The mitochondrial inner membrane is a protein-rich, complex membrane structure, which serves as an important metabolic barrier in cells and houses numerous metabolic processes. Distinct functions are carried out in morphologically defined regions, such as protein translocation in the inner boundary membrane or the production of ATP via OXPHOS complexes in mitochondrial cristae. Moreover, increasing evidence suggests large functional heterogeneity at the nanoscale within the inner membrane. Multimeric membrane scaffold proteins of the SPFH-family, prohibitins (PHB1, PHB2) and the stomatin-like protein SLP2, form large ring complexes in the inner membrane, which are proposed to serve as lipid and protein scaffolds. These scaffold proteins assemble with AAA proteases at opposite membrane surfaces constituting proteolytic hubs in the inner membrane. Loss of PHB membrane domains severely impairs mitochondrial functions and is associated with neurodegeneration, obesity and kidney failure.

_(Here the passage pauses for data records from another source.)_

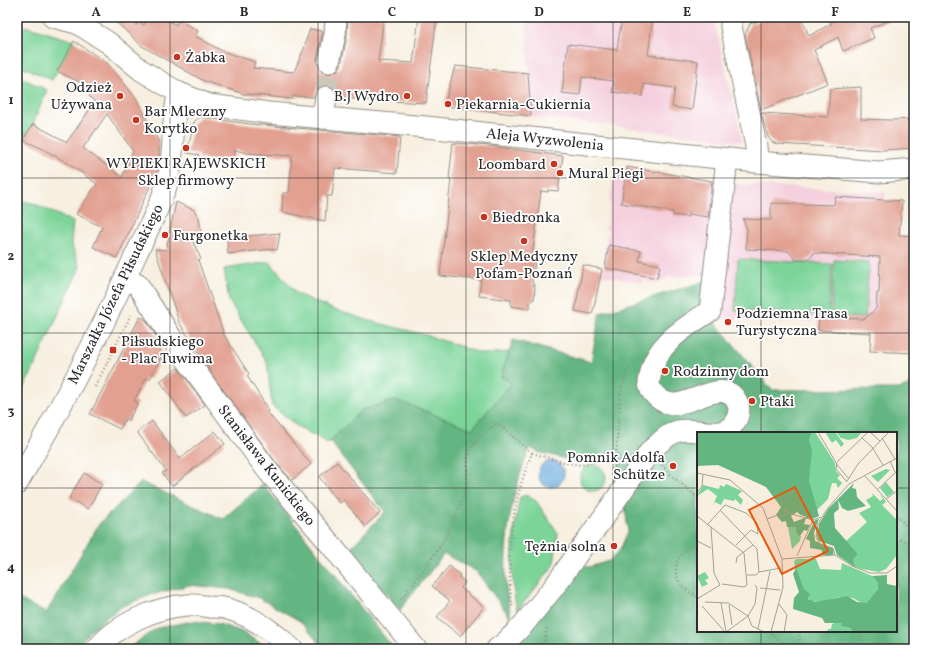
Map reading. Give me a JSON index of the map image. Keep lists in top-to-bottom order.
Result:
{
  "streets": {
    "street": ["Aleja Wyzwolenia", "Marszałka Józefa Piłsudskiego", "Stanisława Kunickiego"]
  },
  "crossings": [
    ["Aleja Wyzwolenia", "Marszałka Józefa Piłsudskiego"],
    ["Marszałka Józefa Piłsudskiego", "Stanisława Kunickiego"]
  ],
  "places": {
    "other": [
      "Żabka",
      "Odzież Używana",
      "B.J Wydro",
      "Piekarnia-Cukiernia",
      "Bar Mleczny Korytko",
      "WYPIEKI RAJEWSKICH Sklep firmowy",
      "Loombard",
      "Mural Piegi",
      "Biedronka",
      "Furgonetka",
      "Sklep Medyczny Pofam-Poznań",
      "Podziemna Trasa Turystyczna",
      "Rodzinny dom",
      "Ptaki",
      "Pomnik Adolfa Schütze",
      "Tężnia solna"
    ],
    "transit": ["Piłsudskiego - Plac Tuwima"]
  },
  "grid": {
    "columns": [
      "A",
      "B",
      "C",
      "D",
      "E",
      "F"
    ],
    "rows": [
      "1",
      "2",
      "3",
      "4"
    ]
  }
}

During the last funding period, we have identified TMBIM5 (GHITM, MICS1) as a novel constituent of PHB membrane domains. Our functional analysis revealed that TMBIM5 acts both as a Ca2+/H+ exchanger and inhibitor of the m-AAA protease in the inner membrane. TMBIM5 thus couples the mitochondrial proton gradient with protein turnover rates to reshape the mitochondrial proteome and adjust the cellular metabolism. These findings suggest that spatially restricted, localized proteolysis contributes to the functional and structural heterogeneity of the inner membrane. We will therefore examine the role of membrane scaffolds and the TMBIM5-dependent proton gradient for the spatial regulation of proteolysis in the inner membrane. We will apply various advanced proteomic approaches to monitor localized proteolysis at PHB membrane domains, define the protein topology within these domains and examine the effect of TMBIM5 and the proton motif force on the stability of inner membrane proteins. Together, our experiments will further define regulatory circuits coupling protein turnover to the energetic status of mitochondria and unravel how localized proteolysis regulated by membrane scaffolds contributes to the functional heterogeneity of the inner membrane.